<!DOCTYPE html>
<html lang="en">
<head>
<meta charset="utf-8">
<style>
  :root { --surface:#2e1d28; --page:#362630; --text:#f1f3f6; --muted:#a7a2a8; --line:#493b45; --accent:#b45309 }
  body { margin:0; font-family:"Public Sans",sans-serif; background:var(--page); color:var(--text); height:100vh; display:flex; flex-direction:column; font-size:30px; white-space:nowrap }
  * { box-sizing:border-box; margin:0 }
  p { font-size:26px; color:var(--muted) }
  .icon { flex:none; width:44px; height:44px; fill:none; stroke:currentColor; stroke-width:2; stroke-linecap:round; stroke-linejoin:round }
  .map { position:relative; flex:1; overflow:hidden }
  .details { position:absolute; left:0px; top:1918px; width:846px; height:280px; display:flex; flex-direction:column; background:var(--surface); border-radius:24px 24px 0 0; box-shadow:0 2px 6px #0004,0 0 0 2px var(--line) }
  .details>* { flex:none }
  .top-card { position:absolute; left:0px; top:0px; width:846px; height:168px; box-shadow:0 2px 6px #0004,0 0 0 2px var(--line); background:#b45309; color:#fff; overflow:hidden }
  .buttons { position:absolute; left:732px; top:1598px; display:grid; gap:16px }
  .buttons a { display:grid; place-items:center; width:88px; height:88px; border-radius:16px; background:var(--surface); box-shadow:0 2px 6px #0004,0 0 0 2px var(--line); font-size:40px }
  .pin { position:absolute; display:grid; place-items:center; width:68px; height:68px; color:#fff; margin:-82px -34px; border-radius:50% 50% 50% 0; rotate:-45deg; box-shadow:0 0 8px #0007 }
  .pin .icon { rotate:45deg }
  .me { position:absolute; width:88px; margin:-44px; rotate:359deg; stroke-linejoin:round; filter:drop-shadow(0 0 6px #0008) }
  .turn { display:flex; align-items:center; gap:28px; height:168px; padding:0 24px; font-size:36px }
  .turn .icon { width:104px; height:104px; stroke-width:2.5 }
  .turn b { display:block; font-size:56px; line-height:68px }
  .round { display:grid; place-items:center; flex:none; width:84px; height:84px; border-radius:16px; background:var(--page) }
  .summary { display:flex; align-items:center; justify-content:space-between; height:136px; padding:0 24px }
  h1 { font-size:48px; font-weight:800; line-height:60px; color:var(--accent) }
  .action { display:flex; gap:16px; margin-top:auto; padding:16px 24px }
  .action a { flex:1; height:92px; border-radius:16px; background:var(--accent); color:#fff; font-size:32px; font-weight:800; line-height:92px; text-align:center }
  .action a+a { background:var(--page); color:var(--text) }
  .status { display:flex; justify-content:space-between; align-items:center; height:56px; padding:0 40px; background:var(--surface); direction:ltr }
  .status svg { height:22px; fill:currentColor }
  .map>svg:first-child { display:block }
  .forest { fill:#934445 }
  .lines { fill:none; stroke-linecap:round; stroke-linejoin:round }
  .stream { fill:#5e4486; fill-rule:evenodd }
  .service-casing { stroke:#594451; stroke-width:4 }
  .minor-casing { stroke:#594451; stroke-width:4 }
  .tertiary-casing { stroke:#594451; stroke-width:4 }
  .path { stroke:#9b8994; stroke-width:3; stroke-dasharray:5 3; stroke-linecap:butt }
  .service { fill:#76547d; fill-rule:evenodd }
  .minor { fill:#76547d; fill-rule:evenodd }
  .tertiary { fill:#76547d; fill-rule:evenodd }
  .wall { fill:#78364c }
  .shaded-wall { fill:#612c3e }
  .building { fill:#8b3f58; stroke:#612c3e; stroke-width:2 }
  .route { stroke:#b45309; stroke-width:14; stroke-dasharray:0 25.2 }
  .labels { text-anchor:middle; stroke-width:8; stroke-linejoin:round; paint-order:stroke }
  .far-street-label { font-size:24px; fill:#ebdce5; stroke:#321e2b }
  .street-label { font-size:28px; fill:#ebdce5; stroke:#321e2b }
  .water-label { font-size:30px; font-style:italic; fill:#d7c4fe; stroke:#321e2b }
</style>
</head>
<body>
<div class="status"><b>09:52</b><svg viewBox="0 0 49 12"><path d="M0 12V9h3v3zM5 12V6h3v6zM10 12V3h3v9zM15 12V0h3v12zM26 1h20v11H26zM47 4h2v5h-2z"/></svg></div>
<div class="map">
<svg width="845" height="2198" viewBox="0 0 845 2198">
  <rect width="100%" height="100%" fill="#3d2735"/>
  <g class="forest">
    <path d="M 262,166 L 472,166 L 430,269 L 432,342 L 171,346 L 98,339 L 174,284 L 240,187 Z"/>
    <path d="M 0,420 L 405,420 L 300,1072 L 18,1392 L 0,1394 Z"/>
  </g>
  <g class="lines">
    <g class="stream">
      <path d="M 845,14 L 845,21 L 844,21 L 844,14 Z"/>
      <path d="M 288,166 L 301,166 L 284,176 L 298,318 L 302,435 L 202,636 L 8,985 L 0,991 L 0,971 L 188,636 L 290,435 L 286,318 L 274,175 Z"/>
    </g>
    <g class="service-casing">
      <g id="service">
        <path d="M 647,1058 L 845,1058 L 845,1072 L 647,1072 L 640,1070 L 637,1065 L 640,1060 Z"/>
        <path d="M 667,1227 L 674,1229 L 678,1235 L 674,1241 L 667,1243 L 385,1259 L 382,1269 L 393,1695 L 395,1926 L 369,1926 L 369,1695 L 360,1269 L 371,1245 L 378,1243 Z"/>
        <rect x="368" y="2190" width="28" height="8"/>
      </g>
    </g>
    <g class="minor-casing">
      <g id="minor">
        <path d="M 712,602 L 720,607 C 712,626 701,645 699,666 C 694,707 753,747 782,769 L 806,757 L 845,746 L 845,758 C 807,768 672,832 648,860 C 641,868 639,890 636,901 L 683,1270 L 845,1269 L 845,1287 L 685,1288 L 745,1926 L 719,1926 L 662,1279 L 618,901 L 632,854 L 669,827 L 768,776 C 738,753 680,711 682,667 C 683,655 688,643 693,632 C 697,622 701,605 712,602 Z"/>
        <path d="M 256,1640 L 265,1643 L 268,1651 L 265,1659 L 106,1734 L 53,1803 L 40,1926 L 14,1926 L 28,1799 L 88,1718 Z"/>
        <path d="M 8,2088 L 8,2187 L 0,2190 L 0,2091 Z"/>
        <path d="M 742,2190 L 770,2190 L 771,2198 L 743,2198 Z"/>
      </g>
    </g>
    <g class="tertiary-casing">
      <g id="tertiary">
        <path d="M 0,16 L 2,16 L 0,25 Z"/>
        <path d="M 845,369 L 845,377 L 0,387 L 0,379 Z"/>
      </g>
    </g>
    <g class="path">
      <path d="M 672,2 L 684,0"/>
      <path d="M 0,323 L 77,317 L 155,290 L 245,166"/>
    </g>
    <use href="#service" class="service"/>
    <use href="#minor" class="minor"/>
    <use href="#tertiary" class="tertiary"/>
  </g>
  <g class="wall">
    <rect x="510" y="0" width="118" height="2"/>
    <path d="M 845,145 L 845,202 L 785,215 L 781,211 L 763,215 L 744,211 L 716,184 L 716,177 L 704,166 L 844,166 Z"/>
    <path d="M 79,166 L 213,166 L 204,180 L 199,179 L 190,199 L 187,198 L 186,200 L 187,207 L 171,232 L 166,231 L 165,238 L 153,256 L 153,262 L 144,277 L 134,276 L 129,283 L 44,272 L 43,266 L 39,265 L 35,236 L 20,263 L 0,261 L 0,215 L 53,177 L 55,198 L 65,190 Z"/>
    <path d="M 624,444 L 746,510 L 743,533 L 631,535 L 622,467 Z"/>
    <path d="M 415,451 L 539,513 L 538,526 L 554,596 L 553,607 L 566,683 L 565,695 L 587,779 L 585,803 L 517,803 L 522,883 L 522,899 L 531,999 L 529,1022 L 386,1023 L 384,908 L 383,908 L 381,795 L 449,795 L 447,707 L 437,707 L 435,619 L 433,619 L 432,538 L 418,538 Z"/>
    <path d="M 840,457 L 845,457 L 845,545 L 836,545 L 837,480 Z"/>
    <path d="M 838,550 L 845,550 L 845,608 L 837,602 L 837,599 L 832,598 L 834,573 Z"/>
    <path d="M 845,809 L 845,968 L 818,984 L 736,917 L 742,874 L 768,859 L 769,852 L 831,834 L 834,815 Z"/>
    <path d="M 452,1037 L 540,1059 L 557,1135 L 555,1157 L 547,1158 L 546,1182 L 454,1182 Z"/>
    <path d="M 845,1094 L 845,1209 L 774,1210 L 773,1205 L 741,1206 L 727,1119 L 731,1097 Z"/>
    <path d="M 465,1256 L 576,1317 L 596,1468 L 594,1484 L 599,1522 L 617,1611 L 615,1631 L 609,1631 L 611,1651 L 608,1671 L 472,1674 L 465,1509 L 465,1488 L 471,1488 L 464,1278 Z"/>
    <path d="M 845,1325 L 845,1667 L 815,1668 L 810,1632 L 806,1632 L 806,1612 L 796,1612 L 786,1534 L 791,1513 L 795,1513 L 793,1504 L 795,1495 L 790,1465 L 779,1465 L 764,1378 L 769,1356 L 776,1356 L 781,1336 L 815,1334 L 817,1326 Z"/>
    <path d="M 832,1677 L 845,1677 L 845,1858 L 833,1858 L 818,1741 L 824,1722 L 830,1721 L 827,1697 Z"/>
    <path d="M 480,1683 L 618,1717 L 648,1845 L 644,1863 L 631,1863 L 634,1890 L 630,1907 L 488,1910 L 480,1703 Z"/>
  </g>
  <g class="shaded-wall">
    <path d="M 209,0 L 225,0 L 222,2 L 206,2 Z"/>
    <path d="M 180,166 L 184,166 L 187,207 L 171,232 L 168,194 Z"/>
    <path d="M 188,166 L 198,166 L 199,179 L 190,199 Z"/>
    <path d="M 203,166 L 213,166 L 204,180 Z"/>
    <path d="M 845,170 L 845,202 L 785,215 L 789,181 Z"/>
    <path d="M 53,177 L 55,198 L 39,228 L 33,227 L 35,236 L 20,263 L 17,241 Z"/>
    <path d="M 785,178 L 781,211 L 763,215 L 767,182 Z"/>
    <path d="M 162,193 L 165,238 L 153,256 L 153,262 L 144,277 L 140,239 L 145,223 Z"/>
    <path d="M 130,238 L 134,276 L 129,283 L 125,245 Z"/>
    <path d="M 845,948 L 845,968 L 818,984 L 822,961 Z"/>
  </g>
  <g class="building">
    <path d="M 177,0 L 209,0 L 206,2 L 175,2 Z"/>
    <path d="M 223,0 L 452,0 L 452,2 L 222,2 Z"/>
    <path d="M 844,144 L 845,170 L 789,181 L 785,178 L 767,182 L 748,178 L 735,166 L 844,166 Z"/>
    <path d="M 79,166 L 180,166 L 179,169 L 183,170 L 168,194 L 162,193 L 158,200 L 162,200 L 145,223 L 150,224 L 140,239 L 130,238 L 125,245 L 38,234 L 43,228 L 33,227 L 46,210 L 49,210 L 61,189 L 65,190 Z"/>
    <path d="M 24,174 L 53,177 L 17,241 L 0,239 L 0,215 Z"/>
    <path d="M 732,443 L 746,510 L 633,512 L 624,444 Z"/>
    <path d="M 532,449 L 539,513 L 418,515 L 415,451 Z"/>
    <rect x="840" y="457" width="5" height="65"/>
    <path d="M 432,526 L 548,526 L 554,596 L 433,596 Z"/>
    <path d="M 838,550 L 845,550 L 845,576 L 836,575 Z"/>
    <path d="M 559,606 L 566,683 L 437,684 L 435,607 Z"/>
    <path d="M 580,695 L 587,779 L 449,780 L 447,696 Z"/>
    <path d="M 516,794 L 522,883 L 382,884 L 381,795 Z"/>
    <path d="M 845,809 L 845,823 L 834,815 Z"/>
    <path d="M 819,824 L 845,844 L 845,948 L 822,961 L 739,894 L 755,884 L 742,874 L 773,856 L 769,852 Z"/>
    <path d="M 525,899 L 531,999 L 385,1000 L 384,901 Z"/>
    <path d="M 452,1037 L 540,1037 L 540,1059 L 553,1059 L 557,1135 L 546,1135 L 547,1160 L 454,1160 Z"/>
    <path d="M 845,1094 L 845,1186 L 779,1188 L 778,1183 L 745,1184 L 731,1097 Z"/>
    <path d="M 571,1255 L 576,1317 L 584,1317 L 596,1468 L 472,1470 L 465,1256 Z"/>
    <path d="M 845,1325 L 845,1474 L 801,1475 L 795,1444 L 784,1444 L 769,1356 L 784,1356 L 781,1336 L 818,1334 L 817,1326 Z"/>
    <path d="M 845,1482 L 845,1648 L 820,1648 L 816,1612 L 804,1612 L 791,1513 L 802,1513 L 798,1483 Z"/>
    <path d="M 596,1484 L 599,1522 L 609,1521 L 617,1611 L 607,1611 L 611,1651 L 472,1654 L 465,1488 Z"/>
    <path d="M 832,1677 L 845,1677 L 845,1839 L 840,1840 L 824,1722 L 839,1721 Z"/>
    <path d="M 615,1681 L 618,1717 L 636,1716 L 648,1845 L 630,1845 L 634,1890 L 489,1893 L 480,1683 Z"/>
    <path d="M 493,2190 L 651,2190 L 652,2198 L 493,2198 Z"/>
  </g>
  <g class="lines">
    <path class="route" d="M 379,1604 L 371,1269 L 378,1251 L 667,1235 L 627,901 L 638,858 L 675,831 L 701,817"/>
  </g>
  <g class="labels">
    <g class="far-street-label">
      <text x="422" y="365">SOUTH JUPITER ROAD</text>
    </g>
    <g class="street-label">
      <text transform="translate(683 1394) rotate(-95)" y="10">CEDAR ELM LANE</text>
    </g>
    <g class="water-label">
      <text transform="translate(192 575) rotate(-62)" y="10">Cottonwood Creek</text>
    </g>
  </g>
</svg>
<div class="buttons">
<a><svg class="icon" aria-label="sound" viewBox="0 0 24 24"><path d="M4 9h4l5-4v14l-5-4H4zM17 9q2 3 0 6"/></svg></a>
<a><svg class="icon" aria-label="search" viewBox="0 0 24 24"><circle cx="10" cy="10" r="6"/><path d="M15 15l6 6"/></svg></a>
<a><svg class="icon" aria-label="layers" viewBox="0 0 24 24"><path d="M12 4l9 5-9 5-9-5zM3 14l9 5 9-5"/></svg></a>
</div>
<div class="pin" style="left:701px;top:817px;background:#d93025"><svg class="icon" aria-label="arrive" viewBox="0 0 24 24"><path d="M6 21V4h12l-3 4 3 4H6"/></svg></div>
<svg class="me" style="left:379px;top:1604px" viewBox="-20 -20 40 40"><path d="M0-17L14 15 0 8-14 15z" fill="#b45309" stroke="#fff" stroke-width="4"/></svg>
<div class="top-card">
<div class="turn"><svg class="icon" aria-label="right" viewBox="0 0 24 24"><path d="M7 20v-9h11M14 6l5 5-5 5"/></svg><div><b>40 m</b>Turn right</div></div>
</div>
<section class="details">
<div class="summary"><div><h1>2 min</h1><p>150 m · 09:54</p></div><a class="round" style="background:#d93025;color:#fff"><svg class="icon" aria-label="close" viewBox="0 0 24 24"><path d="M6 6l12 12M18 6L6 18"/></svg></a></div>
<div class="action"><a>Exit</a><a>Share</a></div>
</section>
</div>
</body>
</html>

Activity:
Each line of the material that contains "overflow" is to be counted, and only the total stated.

Task result:
2